RECORDED INFORMATION
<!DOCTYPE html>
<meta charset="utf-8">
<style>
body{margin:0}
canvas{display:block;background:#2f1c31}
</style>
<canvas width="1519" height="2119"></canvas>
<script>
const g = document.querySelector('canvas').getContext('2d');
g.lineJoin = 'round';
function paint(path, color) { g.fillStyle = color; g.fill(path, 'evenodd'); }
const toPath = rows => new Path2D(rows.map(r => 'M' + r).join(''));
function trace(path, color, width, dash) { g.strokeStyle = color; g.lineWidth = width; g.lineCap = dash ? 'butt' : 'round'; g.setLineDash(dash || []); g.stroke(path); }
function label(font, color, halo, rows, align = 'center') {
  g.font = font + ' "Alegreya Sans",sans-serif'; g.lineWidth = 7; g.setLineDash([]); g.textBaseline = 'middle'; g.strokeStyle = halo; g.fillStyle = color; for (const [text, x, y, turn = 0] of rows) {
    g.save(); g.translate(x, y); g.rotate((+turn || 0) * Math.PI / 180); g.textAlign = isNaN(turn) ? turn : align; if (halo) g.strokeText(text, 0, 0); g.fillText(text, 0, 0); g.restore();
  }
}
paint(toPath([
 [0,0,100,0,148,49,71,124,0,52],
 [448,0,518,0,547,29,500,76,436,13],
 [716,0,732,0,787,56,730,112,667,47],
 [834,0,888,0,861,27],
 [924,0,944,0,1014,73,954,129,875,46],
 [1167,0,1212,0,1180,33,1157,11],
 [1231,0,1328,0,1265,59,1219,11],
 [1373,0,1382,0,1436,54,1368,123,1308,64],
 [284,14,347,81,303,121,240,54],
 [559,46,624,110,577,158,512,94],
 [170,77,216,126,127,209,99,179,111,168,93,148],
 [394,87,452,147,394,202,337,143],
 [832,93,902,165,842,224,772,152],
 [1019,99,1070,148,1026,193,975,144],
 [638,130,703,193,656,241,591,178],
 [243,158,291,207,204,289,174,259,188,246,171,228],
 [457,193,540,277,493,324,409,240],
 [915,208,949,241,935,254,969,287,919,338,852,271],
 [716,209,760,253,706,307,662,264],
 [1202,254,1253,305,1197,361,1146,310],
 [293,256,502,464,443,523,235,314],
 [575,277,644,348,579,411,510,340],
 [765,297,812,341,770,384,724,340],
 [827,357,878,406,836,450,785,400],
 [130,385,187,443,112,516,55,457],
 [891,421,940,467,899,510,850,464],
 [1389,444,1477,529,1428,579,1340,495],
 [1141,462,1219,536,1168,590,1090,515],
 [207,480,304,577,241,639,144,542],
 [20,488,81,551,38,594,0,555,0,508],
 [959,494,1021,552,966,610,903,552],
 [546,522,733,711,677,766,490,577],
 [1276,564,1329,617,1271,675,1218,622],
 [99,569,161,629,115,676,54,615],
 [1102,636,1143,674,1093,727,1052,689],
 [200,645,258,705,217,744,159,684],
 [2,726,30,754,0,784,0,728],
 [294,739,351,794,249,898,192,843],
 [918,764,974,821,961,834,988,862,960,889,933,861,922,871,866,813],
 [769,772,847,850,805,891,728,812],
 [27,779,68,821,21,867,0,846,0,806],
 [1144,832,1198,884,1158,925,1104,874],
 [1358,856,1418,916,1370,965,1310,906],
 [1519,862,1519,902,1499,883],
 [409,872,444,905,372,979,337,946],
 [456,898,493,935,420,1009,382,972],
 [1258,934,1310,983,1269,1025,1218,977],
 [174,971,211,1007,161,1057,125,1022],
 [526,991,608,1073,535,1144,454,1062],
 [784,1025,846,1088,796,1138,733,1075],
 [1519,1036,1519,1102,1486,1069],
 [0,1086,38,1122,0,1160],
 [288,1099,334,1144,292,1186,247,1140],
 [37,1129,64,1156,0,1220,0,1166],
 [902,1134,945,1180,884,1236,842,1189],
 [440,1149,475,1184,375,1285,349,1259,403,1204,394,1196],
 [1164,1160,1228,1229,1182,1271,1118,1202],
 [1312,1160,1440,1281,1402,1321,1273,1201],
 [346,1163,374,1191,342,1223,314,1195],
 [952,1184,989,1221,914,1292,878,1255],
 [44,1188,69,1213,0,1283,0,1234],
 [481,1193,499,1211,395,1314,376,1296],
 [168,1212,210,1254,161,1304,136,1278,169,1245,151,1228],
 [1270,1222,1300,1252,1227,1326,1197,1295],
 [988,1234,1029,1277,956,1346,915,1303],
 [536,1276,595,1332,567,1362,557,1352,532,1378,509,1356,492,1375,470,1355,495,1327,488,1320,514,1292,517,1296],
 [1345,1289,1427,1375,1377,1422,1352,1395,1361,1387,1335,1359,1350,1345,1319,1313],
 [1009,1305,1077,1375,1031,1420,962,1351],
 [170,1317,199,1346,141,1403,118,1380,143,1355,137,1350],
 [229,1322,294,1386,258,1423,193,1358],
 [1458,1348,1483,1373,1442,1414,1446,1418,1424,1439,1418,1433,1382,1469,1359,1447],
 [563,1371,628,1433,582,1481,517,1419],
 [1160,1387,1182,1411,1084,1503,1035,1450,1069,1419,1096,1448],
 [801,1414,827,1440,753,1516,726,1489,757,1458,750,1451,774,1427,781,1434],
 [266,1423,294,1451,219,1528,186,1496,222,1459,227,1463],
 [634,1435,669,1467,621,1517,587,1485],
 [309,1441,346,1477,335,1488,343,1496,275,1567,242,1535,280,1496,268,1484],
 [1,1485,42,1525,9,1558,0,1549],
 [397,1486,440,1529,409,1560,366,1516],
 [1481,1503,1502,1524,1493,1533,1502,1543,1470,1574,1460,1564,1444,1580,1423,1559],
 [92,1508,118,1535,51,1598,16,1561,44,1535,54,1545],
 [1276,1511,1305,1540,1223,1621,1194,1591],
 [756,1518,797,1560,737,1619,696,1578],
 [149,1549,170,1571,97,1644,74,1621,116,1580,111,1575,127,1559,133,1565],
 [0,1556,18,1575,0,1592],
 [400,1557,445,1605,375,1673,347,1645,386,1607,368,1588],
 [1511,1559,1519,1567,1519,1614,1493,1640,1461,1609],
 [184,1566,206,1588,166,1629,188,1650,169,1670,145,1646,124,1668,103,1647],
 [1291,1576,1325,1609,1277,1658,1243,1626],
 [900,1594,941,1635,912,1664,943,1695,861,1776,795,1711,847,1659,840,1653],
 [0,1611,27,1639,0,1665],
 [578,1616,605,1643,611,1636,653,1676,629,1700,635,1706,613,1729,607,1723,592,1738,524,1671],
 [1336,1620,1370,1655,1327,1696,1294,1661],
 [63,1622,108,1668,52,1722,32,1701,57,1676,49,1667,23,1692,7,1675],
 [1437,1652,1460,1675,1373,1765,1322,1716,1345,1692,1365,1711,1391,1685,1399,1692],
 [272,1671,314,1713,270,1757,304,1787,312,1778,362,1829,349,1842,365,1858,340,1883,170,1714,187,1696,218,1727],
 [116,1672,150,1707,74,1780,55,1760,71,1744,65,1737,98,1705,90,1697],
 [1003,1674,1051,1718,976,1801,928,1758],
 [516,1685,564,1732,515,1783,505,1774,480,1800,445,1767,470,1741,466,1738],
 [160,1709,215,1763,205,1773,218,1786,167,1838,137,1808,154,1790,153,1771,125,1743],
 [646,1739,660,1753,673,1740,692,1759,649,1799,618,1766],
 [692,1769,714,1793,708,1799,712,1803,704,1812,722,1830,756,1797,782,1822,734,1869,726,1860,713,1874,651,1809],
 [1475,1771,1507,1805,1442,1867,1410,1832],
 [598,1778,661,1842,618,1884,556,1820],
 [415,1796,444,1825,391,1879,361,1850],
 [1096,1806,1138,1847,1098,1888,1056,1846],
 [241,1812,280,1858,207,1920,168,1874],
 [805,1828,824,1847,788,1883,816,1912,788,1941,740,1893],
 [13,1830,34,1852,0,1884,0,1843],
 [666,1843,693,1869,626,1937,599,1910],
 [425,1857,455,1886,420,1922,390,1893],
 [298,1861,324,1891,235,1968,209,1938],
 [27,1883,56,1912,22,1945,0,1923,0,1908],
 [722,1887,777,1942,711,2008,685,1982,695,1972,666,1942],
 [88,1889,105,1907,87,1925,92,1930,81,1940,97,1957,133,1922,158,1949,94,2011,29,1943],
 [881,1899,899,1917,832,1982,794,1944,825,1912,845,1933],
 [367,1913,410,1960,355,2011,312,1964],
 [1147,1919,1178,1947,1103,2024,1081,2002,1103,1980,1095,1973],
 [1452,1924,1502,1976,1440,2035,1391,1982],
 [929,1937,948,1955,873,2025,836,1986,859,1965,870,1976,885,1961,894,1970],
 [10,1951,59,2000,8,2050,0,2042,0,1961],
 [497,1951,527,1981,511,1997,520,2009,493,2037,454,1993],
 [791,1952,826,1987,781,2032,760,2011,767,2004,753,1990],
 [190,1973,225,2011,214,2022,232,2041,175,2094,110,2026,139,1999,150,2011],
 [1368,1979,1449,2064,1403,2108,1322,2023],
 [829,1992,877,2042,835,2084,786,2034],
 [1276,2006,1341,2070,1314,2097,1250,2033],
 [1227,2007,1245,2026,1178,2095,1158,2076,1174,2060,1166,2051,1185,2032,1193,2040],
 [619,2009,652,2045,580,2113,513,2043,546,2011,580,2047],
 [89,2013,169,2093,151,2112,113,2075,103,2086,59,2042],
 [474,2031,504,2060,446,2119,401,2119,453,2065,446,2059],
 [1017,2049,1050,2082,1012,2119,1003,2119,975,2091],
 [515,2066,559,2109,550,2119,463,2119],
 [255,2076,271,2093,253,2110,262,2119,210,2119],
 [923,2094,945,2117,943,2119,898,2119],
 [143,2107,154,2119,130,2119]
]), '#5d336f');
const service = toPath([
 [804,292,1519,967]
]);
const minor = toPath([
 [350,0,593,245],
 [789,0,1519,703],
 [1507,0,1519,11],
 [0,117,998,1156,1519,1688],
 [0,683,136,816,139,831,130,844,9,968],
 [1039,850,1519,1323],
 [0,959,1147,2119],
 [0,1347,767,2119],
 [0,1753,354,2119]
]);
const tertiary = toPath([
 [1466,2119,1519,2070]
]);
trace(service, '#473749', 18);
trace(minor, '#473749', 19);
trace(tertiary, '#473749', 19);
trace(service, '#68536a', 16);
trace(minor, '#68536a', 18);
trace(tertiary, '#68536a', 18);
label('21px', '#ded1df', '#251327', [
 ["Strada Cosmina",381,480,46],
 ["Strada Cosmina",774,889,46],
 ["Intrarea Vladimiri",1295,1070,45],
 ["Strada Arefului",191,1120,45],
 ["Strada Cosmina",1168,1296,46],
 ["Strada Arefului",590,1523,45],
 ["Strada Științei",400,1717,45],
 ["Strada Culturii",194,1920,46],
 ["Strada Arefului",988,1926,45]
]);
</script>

TASK
If the string "font" appears in a line of the entries, report the line.

RESPONSE TO THIS TASK
function label(font, color, halo, rows, align = 'center') {
  g.font = font + ' "Alegreya Sans",sans-serif'; g.lineWidth = 7; g.setLineDash([]); g.textBaseline = 'middle'; g.strokeStyle = halo; g.fillStyle = color; for (const [text, x, y, turn = 0] of rows) {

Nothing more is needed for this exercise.